In this interview we talk with Manik Surtani (MS below), the lead of JBoss Cache and Infinispan projects.
InfoQ: In a nutshell, what is Infinispan?
MS: Infinispanʼs an open source data grid platform. It exposes a simple data structure - a Cache - in which you can store objects. While Infinspan can be run in local mode, its real value is in distributed mode where caches cluster together, and expose a large memory heap. This is more powerful than simple replication in that it distributes a fixed number of replicas of each entry - providing resilience to server failure - as well as scalability since the work done to store each entry is fixed in relation to cluster size.
InfoQ: What does this offer developers?
MS: An easy mechanism to address a very large memory heap. If you have distribution tuned to maintaining 1 copy of each entry, and run a 100 node cluster and allocate each node a 2GB heap, you can collectively address 100GB from any instance in the grid. And this is all in-memory, and very fast. And Infinispan is JTA compliant so it plays nice with ongoing transactions. We also have a powerful new asynchronous API, which gives you all of the guarantees of synchronous network calls along with the parallelism and scalability of asynchronous ones. For example,
Future f = cache.putAsync(k, v)
allows your thread to block - by calling f.get() - to ensure the network calls succeed, or go away by ignoring f altogether. But more important, your thread can go do something else, i.e., be useful. And then come back later, and check whether the network call succeeded by calling f.get(). Think of it as NIO to traditional, blocking IO.

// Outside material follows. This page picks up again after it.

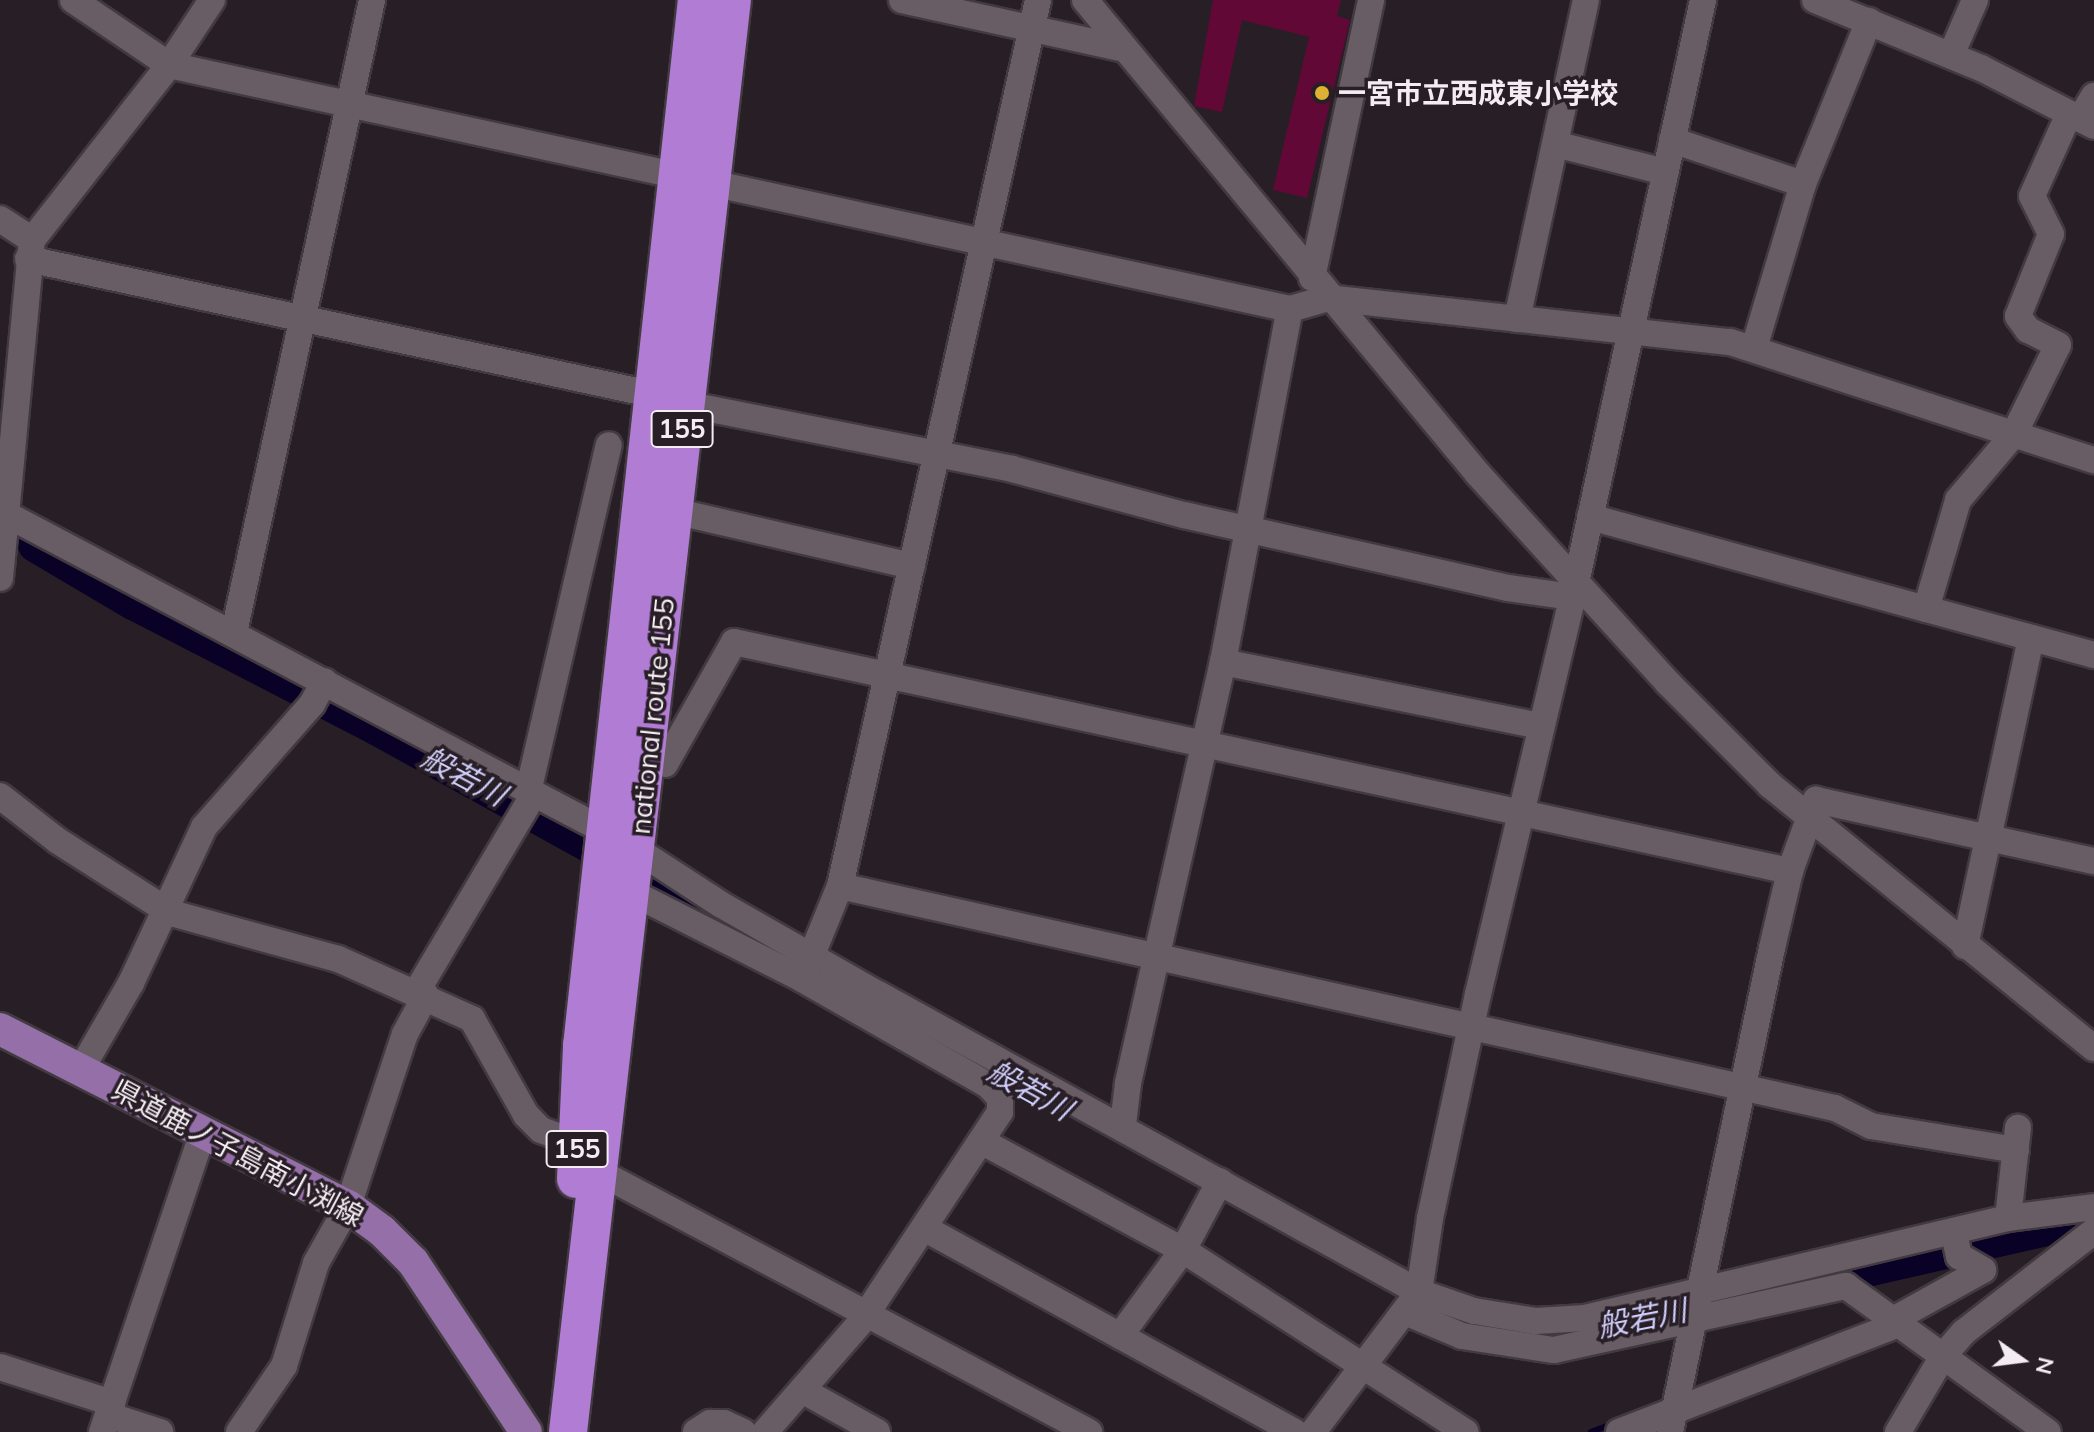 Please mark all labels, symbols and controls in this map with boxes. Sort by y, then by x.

InfoQ: What about persistence?
MS: Infinispan exposes a CacheStore interface, and several high-performance implementations - including JDBC CacheStores, filesystem-based CacheStores, Amazon S3 CacheStores, etc. CacheStores can be used for “warm starts”, or simply to ensure data in the grid survives complete grid restarts. Or simply to overflow to disk if you really do run out of memory.
InfoQ: Why do you think this is different to other efforts?
MS: Most open source offerings are far more limited in scope - either to smaller clusters, not offering data distribution, or not offering a complete platform. And there is the obvious difference between Infinispan and proprietary offerings. Also, as far as I am aware, the asynchronous API is unique.
InfoQ: And what are your motivations behind the project?
MS: Iʼve been the project lead for JBoss Cache for a few years now. During that time I have seen a lot of demand for an open source data grid platform. The complaints I have always had have been that the commercial ones are too expensive and not, well, open source. And that the open source offerings have always fallen short - whether in API, usability, performance, stability, or scalability - JBoss Cache included. Hence the efforts in building a spiritual successor to JBoss Cache, but with much wider scope, greater goals.
InfoQ: Is this something that will only be useable within other JBoss projects, or can I use it elsewhere?
MS: All you need is a Java 5 compatible JVM. And being LGPL licensed, it is business and OEM friendly.
InfoQ: What is a data grid? How does it differ from a cloud, if at all?
MS: From my experience, clouds tend to refer to the provisioning on-demand of computing resources. This would include storage, processors, operating systems, memory. The current fashion is to use virtualization for this. Data grids are more of a service. A uniform sea of memory, spanning several servers. Typically, data grids would be deployed on top of a cloud.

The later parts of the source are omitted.